## [Task objective]
Please restate word for word the line holding "Input: one rendered" and every following line through the end of the entries.

## [Data for analysis]
# # # # # # #

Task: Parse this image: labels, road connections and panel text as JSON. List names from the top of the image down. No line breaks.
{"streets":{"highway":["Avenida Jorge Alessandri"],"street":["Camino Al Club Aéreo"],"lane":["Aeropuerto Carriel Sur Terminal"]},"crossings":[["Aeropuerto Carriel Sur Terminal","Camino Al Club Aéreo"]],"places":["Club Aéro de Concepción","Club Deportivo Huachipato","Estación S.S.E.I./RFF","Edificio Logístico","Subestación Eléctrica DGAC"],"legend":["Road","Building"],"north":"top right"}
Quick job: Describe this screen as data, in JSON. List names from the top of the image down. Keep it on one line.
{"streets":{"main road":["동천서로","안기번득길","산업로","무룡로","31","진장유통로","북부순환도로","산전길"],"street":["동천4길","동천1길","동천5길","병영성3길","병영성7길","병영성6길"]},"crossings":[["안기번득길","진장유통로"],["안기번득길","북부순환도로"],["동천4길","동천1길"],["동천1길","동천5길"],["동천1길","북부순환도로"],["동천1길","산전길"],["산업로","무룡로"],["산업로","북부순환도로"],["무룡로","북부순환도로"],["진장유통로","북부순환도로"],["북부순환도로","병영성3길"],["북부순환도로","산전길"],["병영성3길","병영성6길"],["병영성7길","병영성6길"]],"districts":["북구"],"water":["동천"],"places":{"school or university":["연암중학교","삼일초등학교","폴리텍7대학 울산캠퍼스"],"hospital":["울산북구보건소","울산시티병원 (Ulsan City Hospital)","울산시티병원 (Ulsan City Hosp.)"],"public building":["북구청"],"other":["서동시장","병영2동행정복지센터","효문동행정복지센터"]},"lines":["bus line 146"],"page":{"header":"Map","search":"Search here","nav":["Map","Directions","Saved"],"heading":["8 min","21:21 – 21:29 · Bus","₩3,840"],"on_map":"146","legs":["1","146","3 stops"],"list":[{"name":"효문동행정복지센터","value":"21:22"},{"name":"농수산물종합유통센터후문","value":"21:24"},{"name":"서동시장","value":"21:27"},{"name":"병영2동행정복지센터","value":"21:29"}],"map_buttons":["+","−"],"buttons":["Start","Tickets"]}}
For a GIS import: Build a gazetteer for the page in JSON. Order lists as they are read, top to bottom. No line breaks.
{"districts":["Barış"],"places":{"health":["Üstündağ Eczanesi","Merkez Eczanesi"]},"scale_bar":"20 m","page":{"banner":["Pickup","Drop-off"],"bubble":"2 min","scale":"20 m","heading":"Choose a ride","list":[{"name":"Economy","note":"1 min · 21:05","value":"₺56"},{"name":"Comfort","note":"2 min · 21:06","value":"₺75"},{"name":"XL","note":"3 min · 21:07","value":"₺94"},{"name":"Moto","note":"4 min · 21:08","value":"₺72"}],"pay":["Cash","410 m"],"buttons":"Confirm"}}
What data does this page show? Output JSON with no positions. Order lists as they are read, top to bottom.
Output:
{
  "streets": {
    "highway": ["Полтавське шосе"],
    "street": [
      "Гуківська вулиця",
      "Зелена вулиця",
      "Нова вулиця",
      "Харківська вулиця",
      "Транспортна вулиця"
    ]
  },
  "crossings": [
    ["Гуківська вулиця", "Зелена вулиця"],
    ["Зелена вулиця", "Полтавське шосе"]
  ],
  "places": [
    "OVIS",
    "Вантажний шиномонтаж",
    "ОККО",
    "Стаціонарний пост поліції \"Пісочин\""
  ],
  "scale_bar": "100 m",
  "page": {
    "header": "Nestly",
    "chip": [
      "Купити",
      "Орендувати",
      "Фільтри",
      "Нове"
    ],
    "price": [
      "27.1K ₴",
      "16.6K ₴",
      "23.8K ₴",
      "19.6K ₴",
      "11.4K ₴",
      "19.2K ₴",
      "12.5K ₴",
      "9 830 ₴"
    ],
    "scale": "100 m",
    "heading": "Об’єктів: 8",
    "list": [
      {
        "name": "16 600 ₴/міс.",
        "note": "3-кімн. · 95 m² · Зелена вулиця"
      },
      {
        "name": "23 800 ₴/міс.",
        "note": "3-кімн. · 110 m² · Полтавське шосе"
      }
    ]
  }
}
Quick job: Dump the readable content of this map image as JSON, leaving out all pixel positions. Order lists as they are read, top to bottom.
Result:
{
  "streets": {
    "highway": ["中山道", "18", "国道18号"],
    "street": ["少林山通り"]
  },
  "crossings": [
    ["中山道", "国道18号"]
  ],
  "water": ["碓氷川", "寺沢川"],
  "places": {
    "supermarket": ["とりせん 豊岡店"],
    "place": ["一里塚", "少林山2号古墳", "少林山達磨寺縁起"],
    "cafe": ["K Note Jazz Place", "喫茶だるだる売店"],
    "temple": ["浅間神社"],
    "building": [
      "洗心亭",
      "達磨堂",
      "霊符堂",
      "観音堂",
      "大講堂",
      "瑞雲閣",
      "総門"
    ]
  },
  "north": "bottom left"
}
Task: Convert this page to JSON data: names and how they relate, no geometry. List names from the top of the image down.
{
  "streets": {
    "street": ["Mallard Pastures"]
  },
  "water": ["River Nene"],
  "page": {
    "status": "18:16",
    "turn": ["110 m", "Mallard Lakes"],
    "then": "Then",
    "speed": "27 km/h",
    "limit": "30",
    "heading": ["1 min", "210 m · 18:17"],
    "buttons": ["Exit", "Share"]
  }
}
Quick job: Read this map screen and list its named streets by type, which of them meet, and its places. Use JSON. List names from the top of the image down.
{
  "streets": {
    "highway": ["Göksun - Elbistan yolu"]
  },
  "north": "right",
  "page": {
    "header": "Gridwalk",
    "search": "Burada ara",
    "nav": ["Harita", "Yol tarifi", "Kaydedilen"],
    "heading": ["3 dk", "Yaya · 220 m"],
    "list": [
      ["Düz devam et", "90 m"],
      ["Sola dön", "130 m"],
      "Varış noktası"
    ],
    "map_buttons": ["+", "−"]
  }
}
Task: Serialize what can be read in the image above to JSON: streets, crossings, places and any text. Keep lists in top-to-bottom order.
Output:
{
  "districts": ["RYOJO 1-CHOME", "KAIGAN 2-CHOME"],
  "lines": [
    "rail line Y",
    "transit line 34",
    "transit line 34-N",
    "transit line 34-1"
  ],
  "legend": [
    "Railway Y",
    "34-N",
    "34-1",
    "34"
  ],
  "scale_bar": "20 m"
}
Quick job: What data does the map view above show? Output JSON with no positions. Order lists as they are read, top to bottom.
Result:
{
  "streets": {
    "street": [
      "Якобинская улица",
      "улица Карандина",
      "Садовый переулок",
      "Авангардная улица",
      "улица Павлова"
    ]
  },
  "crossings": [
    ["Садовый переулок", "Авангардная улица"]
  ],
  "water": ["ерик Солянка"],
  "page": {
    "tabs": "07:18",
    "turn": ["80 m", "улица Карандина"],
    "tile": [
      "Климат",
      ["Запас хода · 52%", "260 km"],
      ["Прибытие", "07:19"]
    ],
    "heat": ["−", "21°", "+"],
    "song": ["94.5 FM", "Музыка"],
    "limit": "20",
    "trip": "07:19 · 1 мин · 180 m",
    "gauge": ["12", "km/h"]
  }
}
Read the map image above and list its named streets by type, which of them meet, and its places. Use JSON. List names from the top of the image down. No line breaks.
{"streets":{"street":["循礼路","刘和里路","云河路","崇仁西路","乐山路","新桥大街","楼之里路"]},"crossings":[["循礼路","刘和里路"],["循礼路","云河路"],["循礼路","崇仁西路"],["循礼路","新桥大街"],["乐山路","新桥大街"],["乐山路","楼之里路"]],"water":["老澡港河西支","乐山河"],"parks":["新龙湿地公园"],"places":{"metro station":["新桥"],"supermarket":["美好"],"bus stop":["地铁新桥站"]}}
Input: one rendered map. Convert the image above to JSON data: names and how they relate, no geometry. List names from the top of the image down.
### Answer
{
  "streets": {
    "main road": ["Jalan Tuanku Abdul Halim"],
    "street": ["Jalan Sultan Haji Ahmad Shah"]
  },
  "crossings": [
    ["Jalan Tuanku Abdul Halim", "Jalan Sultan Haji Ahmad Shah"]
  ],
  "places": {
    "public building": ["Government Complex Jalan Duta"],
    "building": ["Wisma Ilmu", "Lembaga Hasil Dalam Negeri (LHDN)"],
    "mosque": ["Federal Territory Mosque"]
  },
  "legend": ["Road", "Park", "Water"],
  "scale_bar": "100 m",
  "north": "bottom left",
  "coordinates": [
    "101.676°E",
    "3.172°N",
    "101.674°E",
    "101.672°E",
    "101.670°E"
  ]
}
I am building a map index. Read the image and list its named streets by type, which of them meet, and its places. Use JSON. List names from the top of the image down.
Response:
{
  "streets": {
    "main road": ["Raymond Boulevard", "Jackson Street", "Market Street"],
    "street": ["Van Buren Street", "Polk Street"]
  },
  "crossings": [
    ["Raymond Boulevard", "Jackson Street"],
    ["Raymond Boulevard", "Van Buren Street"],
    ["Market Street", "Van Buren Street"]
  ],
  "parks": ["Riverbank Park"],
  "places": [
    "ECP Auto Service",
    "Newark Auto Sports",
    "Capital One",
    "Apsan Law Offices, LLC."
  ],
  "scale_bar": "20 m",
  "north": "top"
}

# # # # # # #

## [Written answer]
Input: one rendered map. Convert the image above to JSON data: names and how they relate, no geometry. List names from the top of the image down.
### Answer
{
  "streets": {
    "main road": ["Jalan Tuanku Abdul Halim"],
    "street": ["Jalan Sultan Haji Ahmad Shah"]
  },
  "crossings": [
    ["Jalan Tuanku Abdul Halim", "Jalan Sultan Haji Ahmad Shah"]
  ],
  "places": {
    "public building": ["Government Complex Jalan Duta"],
    "building": ["Wisma Ilmu", "Lembaga Hasil Dalam Negeri (LHDN)"],
    "mosque": ["Federal Territory Mosque"]
  },
  "legend": ["Road", "Park", "Water"],
  "scale_bar": "100 m",
  "north": "bottom left",
  "coordinates": [
    "101.676°E",
    "3.172°N",
    "101.674°E",
    "101.672°E",
    "101.670°E"
  ]
}
I am building a map index. Read the image and list its named streets by type, which of them meet, and its places. Use JSON. List names from the top of the image down.
Response:
{
  "streets": {
    "main road": ["Raymond Boulevard", "Jackson Street", "Market Street"],
    "street": ["Van Buren Street", "Polk Street"]
  },
  "crossings": [
    ["Raymond Boulevard", "Jackson Street"],
    ["Raymond Boulevard", "Van Buren Street"],
    ["Market Street", "Van Buren Street"]
  ],
  "parks": ["Riverbank Park"],
  "places": [
    "ECP Auto Service",
    "Newark Auto Sports",
    "Capital One",
    "Apsan Law Offices, LLC."
  ],
  "scale_bar": "20 m",
  "north": "top"
}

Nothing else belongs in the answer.